DataOps involves a set of practices that allow you to manage, control, and monitor your data across all stages of its lifecycle. It’s a framework for managing data in real time that promotes automation, collaboration, and communication to ensure that you have the right people, skill sets, and processes to manage your data pipeline effectively. DataOps helps data scientists shorten data analytics cycle time and improve data quality by allowing them to orchestrate data pipelines and tag, test, version, and monitor data faster and easier. Dataiku is an excellent DataOps tool for automating data pipelines and promoting data availability. You won’t need to perform manual data quality checks because DataOps tools automate these processes to ensure that your data pipelines' datasets and machine learning models are relevant and of high quality. Your model’s quality can degrade if you don’t track data drift in your models early. Taking control of data drift ensures you maintain model accuracy. Dataiku allows you to monitor your models in production and alerts you of a possible data drift in your model.
An effective strategy to avoid burnout is to stick with what works. If something works for you, keep using it until a better option becomes available. Don’t jump from one tool or strategy to another without assessing whether it will make a difference in your project results.
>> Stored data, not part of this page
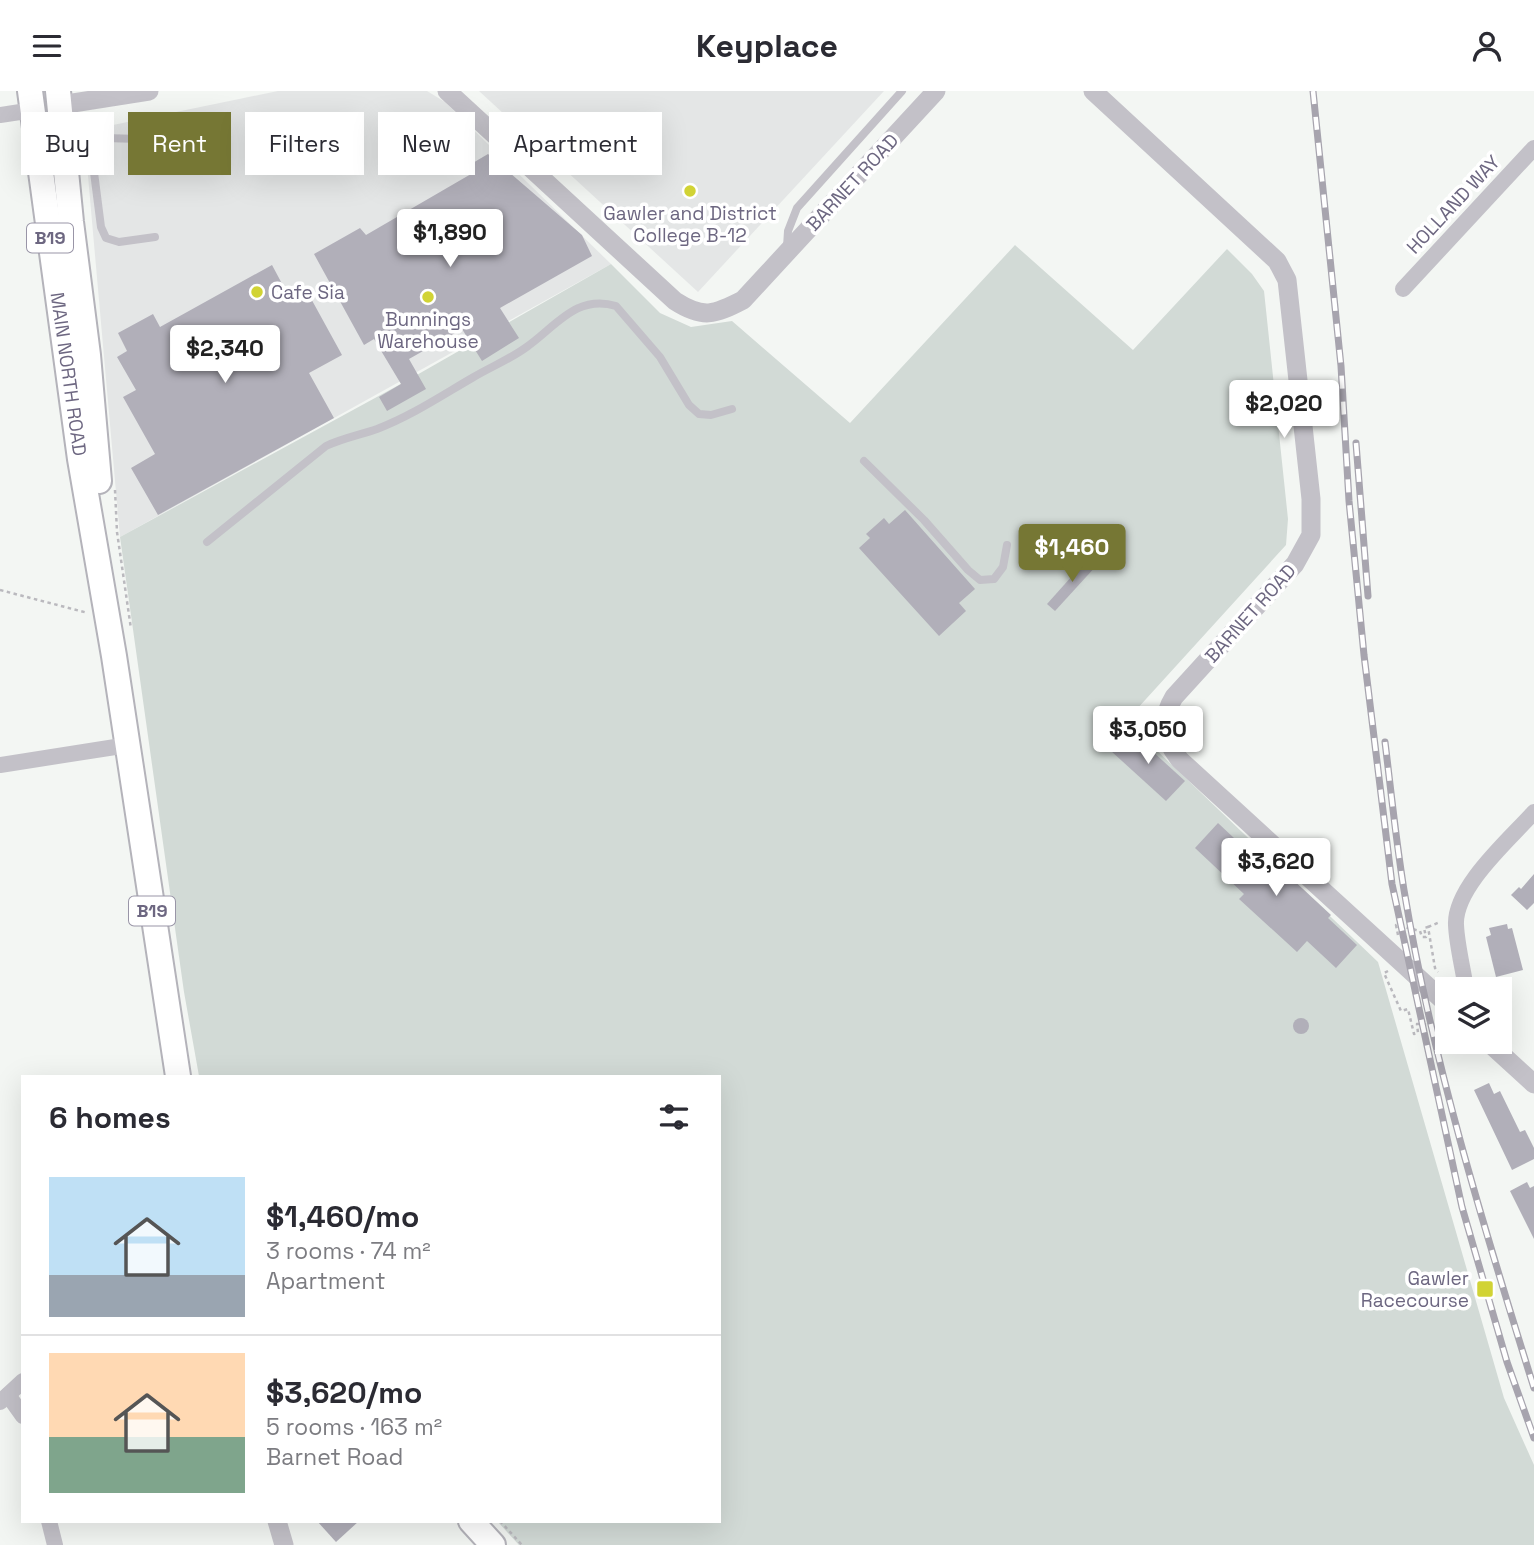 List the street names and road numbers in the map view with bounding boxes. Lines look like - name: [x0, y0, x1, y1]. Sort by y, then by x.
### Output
- street label: BARNET ROAD: [801, 128, 904, 236]
- street label: HOLLAND WAY: [1401, 149, 1506, 259]
- road number: B19: [27, 223, 73, 253]
- street label: MAIN NORTH ROAD: [45, 291, 92, 458]
- street label: BARNET ROAD: [1199, 559, 1301, 668]
- road number: B19: [129, 897, 175, 925]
Many different tools are available to help you manage and analyze your data. Just remember not to overcomplicate things by adding too many tools. The challenges of getting disparate platforms and data formats to work together often outweigh the benefits of having specialized tooling. You can use Dataiku to streamline your software stack and focus your attention on what matters, instead of integrations.
Data science is an intensive discipline that requires accuracy and attention to detail in order to code complex systems. Embracing DataOps, ensuring a proper data pipeline infrastructure, automating, and avoiding over-complications can help you avoid burnout. You can use tools such as those offered by Dataiku to implement these measures, which will help you in your journey to preventing burnout.